Rebecca Estelle has hated pumpkins ever since she was a girl when pumpkins were often the only food her family had. When an enormous pumpkin falls off a truck and smashes in her yard, she shovels dirt over the pieces and forgets about them. But those slimy pumpkin smithereens sprout up in autumn, and Rebecca Estelle finds a sea of pumpkins in her garden.
A heartwarming classic for more than twenty years, this story shows what happens when one thrifty gardener figures out how to make other people happy with the squash she can't stomach.
Filled with colorful illustrations from a season of gardening, this is a perfect book for young gardeners and pumpkin lovers. Its wonderful lesson about helping others can be appreciated in the classroom or at home.
About the Author
Linda White is the author of Too Many Pumpkins and Too Many Turkeys. Ms. White lives in Colorado.

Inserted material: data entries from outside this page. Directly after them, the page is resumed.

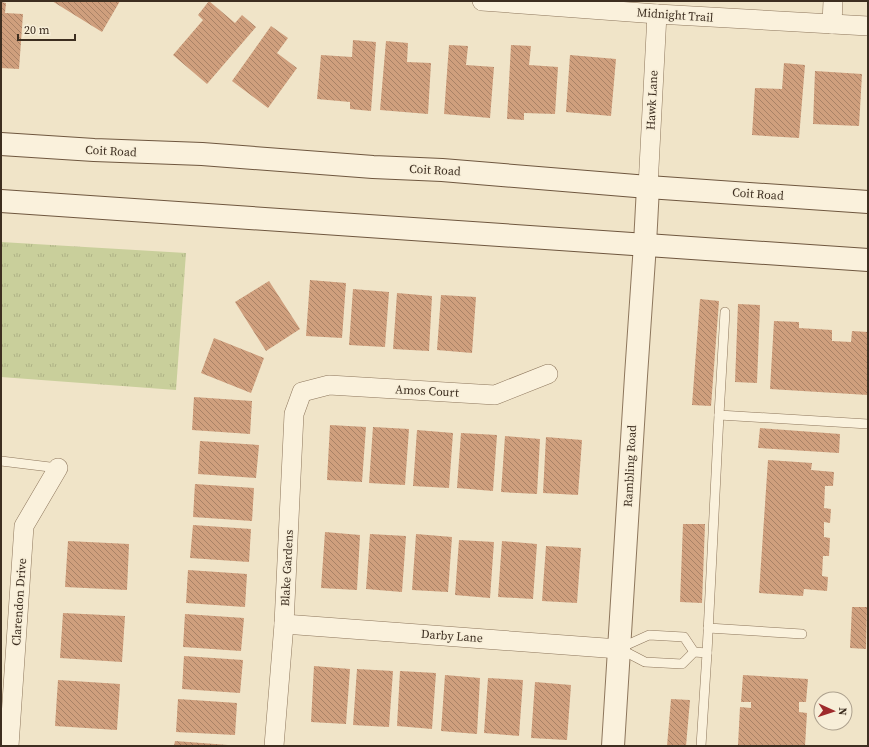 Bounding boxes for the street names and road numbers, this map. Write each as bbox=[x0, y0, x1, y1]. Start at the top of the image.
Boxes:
street label: Midnight Trail bbox=[636, 4, 714, 26]
street label: Hawk Lane bbox=[642, 70, 662, 130]
street label: Coit Road bbox=[85, 142, 137, 160]
street label: Coit Road bbox=[409, 161, 461, 179]
street label: Coit Road bbox=[732, 184, 785, 204]
street label: Amos Court bbox=[395, 381, 459, 401]
street label: Rambling Road bbox=[620, 424, 640, 507]
street label: Blake Gardens bbox=[277, 529, 297, 607]
street label: Clarendon Drive bbox=[8, 558, 30, 646]
street label: Darby Lane bbox=[421, 626, 483, 646]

Megan Lloyd has illustrated many fine books for children, including "Too Many Pumpkins" by Linda White and "The Gingerbread Man" by Eric A. Kimmel. She lives on a farm in central Pennsylvania with her husband.
"Rebecca Estelle hates pumpkins. "What's not to like?" you may be thinking. Certainly, pumpkins are benign, as far as gourds go, and they make for delicious pies. But if you were forced to eat only pumpkins (baked, steamed, boiled, stewed, mashed, and rotten), you might agree with Rebecca, who was so poor as a child that she could only afford to eat the unrelentingly orange squash.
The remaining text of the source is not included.